Work required
Wherever the string "from" shows up in the records below, return that line.

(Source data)
----

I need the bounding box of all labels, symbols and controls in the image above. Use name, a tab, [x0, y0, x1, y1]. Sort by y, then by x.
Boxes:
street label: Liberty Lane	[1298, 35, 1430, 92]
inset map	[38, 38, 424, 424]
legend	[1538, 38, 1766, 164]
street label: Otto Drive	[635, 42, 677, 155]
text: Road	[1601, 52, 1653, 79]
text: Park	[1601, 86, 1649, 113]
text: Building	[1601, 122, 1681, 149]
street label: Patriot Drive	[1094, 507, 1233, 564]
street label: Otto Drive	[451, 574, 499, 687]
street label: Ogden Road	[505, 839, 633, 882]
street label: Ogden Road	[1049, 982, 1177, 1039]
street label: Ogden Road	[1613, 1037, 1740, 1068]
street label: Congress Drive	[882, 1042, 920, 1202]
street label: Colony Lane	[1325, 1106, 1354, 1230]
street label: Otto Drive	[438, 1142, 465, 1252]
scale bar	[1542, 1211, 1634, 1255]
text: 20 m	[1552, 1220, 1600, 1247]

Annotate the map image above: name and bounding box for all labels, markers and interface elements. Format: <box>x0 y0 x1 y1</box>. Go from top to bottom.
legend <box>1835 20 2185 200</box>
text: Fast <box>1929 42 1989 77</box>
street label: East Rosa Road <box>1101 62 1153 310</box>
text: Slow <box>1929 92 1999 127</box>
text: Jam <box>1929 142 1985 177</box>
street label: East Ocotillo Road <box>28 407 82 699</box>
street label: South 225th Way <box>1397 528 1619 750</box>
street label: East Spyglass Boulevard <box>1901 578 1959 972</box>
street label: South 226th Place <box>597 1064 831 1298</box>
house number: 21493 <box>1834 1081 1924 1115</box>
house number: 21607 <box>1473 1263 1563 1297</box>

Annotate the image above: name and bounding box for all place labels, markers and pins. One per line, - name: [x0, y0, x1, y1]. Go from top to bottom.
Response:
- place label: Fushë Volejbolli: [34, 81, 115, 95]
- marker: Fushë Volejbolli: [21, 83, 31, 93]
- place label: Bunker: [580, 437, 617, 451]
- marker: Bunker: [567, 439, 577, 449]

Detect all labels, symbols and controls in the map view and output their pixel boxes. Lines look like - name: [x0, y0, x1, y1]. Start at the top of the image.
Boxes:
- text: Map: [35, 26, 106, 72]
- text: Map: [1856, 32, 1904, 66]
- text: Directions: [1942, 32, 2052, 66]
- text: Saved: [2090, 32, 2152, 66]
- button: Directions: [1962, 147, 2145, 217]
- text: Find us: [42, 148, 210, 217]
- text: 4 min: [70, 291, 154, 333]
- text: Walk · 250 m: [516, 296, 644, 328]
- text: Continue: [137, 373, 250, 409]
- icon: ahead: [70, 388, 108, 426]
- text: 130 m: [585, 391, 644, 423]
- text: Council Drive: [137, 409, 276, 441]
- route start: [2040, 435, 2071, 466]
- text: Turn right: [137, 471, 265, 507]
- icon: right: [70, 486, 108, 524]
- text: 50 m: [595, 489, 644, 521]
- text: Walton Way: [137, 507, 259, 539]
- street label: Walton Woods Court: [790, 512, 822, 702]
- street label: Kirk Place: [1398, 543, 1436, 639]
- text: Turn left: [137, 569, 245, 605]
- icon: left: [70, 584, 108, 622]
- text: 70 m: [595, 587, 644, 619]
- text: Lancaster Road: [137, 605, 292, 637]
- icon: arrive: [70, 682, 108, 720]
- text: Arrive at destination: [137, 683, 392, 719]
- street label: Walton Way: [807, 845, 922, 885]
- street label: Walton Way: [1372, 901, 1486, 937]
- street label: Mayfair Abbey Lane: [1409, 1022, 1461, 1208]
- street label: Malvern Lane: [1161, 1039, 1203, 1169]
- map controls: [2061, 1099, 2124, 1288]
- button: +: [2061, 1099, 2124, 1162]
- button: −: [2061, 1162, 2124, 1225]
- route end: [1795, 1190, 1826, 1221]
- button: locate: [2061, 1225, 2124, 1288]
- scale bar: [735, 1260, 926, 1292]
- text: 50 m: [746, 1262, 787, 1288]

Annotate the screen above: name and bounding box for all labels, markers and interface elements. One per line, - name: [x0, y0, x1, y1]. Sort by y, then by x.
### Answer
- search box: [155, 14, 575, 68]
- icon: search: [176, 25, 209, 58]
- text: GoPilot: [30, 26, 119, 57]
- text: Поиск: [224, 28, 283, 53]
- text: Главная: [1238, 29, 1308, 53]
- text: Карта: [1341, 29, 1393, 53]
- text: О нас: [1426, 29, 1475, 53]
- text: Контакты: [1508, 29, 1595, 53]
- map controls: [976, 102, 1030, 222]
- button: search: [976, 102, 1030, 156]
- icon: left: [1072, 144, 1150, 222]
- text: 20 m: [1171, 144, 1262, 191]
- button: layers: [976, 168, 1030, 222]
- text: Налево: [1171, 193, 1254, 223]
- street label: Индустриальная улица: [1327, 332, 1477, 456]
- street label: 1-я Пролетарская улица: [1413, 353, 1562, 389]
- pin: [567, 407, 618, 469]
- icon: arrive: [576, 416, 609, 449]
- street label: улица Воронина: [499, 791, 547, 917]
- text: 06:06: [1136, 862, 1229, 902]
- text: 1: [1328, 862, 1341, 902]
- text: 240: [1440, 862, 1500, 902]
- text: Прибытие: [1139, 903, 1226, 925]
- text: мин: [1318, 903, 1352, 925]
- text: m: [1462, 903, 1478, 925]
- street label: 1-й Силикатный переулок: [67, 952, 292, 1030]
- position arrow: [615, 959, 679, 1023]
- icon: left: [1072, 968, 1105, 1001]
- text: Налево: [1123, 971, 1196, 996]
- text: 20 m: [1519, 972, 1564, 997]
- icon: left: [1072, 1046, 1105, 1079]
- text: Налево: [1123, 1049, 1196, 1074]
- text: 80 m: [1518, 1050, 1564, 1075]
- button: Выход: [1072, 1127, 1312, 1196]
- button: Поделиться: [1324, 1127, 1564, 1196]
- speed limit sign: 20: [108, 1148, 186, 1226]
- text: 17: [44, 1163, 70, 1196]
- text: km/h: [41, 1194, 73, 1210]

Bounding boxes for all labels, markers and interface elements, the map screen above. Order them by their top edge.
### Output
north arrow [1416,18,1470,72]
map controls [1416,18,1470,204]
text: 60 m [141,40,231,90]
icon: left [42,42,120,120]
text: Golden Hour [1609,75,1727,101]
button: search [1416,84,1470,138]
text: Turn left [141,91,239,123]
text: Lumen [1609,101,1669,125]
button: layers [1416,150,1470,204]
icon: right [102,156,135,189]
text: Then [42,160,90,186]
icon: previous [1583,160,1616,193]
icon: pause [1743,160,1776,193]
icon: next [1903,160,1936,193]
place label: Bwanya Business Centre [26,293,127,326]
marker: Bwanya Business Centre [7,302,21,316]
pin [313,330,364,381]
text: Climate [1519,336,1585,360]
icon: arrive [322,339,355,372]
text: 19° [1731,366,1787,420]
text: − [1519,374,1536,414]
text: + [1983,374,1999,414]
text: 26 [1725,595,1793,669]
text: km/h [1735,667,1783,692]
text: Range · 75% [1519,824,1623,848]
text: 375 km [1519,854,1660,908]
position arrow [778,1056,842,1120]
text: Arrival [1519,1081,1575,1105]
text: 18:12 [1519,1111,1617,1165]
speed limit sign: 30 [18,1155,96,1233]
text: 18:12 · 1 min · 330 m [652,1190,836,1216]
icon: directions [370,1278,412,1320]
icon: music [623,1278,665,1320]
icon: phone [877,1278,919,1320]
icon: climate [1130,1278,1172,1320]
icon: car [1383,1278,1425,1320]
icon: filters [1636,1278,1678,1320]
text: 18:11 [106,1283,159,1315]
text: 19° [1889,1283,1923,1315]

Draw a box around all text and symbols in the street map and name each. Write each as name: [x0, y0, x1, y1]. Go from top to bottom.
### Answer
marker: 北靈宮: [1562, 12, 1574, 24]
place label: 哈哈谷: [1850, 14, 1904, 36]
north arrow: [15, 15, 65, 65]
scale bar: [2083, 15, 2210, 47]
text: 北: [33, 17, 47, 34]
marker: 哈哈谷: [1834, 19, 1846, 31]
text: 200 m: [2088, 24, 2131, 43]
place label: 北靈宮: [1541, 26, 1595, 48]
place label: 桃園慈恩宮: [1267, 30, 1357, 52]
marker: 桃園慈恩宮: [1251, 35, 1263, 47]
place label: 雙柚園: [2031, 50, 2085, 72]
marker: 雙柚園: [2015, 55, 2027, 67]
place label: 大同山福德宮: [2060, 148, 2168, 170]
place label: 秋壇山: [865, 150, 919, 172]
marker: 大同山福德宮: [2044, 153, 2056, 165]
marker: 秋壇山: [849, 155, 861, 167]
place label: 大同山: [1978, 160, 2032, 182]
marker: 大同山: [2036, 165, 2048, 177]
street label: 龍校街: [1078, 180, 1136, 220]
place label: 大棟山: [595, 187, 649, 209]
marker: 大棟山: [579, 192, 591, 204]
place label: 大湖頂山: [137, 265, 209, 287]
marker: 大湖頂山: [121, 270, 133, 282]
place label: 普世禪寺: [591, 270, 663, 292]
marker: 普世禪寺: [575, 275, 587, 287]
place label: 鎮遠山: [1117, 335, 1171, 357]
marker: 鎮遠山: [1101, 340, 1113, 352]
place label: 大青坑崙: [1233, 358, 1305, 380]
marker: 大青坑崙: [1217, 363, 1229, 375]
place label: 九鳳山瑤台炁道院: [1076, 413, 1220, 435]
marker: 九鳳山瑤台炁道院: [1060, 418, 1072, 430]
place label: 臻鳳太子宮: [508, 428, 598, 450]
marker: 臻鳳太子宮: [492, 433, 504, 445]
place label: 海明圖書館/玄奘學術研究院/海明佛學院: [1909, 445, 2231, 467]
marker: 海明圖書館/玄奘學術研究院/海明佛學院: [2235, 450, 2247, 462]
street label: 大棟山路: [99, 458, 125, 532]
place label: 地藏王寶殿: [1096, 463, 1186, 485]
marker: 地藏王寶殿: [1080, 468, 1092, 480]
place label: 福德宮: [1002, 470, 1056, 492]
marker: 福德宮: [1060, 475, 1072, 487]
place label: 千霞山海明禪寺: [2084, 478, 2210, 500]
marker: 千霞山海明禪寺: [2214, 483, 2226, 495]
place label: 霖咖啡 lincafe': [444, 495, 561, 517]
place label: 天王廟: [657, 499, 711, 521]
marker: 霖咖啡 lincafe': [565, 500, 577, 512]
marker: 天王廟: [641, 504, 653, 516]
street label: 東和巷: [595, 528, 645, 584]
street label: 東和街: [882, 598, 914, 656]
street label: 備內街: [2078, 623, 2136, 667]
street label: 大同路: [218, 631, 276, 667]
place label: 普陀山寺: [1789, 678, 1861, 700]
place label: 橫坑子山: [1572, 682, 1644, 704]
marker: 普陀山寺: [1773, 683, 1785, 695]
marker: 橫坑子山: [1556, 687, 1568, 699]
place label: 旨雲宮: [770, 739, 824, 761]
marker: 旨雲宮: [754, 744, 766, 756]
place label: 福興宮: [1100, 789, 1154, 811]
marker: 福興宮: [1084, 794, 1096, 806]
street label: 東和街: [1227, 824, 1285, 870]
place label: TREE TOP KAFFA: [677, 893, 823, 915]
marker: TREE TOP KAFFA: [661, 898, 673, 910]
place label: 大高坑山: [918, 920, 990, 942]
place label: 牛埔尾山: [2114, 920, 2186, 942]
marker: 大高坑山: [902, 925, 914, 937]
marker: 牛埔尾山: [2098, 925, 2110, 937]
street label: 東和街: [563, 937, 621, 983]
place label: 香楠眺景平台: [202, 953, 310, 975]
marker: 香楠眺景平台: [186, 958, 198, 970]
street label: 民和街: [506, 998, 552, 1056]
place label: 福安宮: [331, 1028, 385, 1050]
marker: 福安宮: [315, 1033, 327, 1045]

----

Your response
Annotate the map image above: name and bounding box for all labels, markers and interface elements. Format: <box>x0 y0 x1 y1</box>. Go from top to bottom.
Annotate the image above: name and bounding box for all place labels, markers and pins. One per line, - name: [x0, y0, x1, y1]. Go from top to bottom.
Draw a box around all text and symbols in the street map and name each. Write each as name: [x0, y0, x1, y1]. Go from top to bottom.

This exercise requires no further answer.